→ YOUR ASSIGNMENT
All lines in the records below with the word "text" must be returned.
Start of Block
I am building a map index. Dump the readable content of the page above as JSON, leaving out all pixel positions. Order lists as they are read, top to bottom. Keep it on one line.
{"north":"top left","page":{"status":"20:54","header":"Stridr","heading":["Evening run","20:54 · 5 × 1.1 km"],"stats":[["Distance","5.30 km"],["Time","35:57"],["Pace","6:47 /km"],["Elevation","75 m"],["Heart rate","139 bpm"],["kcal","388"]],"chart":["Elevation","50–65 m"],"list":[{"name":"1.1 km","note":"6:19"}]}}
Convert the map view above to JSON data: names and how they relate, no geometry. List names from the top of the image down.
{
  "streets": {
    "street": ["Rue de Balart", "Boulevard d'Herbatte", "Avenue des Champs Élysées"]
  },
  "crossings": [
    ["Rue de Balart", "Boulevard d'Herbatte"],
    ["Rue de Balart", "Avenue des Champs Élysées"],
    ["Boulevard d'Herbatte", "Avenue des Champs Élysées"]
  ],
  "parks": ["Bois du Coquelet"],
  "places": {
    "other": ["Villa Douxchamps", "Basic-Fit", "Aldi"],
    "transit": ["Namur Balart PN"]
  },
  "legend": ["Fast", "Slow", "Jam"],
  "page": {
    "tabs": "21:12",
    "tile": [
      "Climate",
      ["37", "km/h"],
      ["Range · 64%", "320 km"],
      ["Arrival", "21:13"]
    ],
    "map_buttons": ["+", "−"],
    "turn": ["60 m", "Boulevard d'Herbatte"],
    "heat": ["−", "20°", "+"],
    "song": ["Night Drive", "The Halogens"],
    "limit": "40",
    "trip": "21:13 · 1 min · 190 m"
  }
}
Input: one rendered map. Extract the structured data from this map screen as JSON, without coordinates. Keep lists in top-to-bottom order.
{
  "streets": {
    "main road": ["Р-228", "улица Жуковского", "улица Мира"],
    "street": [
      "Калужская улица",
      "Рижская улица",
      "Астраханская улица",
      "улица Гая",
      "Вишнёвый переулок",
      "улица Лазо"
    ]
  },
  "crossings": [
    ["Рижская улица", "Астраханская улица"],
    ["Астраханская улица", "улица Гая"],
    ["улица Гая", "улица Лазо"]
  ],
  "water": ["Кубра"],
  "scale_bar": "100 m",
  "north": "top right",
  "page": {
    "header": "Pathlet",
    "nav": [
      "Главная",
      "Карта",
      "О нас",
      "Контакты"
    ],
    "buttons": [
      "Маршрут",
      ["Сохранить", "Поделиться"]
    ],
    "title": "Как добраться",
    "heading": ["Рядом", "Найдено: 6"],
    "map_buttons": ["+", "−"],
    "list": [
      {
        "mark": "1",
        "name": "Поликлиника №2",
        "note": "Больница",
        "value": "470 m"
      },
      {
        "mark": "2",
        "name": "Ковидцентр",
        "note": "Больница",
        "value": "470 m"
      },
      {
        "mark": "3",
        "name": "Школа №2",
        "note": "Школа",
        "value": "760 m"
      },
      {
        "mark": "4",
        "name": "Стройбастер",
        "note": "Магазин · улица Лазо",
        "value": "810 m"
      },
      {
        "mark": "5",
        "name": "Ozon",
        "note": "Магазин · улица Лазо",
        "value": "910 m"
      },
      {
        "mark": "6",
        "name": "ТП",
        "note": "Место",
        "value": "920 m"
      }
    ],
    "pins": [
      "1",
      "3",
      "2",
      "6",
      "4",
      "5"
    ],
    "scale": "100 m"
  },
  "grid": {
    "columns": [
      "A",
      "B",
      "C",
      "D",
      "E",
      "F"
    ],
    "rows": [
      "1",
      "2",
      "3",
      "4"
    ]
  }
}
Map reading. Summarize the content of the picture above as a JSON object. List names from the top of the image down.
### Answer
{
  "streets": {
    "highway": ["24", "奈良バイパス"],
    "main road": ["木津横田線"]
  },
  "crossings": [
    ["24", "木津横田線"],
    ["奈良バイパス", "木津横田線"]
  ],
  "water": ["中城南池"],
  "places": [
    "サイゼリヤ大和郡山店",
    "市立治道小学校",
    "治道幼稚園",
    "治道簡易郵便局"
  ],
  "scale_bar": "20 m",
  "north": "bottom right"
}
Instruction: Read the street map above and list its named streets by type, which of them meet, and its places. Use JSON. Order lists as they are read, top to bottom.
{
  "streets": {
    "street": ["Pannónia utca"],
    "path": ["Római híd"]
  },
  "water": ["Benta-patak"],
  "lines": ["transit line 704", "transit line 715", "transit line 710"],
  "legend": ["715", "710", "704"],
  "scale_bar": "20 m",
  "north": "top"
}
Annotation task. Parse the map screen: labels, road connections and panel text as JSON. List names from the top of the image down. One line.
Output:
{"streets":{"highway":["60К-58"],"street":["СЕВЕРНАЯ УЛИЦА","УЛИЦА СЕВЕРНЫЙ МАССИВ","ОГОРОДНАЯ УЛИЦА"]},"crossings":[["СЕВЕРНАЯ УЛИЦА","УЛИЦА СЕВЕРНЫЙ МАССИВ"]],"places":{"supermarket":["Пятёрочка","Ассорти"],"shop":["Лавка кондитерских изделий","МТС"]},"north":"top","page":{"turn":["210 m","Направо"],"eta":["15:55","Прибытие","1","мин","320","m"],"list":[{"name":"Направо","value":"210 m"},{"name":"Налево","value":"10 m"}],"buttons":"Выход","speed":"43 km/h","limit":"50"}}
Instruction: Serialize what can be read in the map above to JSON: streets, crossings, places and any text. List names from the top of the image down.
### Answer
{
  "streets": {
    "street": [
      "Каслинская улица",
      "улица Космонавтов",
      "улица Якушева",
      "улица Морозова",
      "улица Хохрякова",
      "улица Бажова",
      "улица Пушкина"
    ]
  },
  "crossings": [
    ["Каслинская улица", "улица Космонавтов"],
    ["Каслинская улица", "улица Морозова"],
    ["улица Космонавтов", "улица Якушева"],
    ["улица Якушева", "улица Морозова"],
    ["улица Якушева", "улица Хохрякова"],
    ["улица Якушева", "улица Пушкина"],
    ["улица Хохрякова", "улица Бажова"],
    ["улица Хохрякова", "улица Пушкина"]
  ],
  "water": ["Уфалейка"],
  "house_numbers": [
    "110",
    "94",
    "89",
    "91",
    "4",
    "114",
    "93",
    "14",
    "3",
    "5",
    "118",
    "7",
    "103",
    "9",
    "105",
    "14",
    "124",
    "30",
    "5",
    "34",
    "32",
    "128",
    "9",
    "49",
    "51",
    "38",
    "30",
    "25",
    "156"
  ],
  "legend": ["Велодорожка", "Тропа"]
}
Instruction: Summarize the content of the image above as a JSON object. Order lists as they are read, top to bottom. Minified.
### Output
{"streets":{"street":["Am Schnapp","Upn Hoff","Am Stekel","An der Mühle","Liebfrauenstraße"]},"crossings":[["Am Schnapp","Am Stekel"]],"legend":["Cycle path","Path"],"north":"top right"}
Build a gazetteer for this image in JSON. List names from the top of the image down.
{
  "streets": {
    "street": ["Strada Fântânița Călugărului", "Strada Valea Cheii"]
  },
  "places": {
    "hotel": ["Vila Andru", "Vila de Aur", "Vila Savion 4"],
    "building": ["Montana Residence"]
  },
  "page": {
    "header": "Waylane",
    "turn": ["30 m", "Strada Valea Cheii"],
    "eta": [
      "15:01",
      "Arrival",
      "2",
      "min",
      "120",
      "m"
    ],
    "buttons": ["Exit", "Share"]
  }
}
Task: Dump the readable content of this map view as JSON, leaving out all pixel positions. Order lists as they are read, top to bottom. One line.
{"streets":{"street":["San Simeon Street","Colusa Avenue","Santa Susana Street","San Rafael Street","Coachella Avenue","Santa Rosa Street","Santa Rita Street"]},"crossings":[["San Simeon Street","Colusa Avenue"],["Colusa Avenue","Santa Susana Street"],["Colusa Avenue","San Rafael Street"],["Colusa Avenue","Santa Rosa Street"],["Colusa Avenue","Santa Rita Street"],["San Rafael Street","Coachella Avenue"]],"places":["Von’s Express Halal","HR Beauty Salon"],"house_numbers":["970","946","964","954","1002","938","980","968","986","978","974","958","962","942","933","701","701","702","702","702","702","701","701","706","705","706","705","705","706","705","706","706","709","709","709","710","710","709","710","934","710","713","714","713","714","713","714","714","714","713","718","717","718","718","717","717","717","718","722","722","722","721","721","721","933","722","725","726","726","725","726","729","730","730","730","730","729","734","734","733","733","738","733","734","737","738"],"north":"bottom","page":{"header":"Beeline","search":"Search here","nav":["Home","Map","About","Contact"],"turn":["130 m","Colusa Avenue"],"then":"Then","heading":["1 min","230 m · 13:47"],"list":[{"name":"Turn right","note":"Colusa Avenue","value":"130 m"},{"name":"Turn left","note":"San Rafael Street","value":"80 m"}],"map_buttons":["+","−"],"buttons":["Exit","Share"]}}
End of Block
→ TASK OUTPUT
Annotation task. Parse the map screen: labels, road connections and panel text as JSON. List names from the top of the image down. One line.
Instruction: Serialize what can be read in the map above to JSON: streets, crossings, places and any text. List names from the top of the image down.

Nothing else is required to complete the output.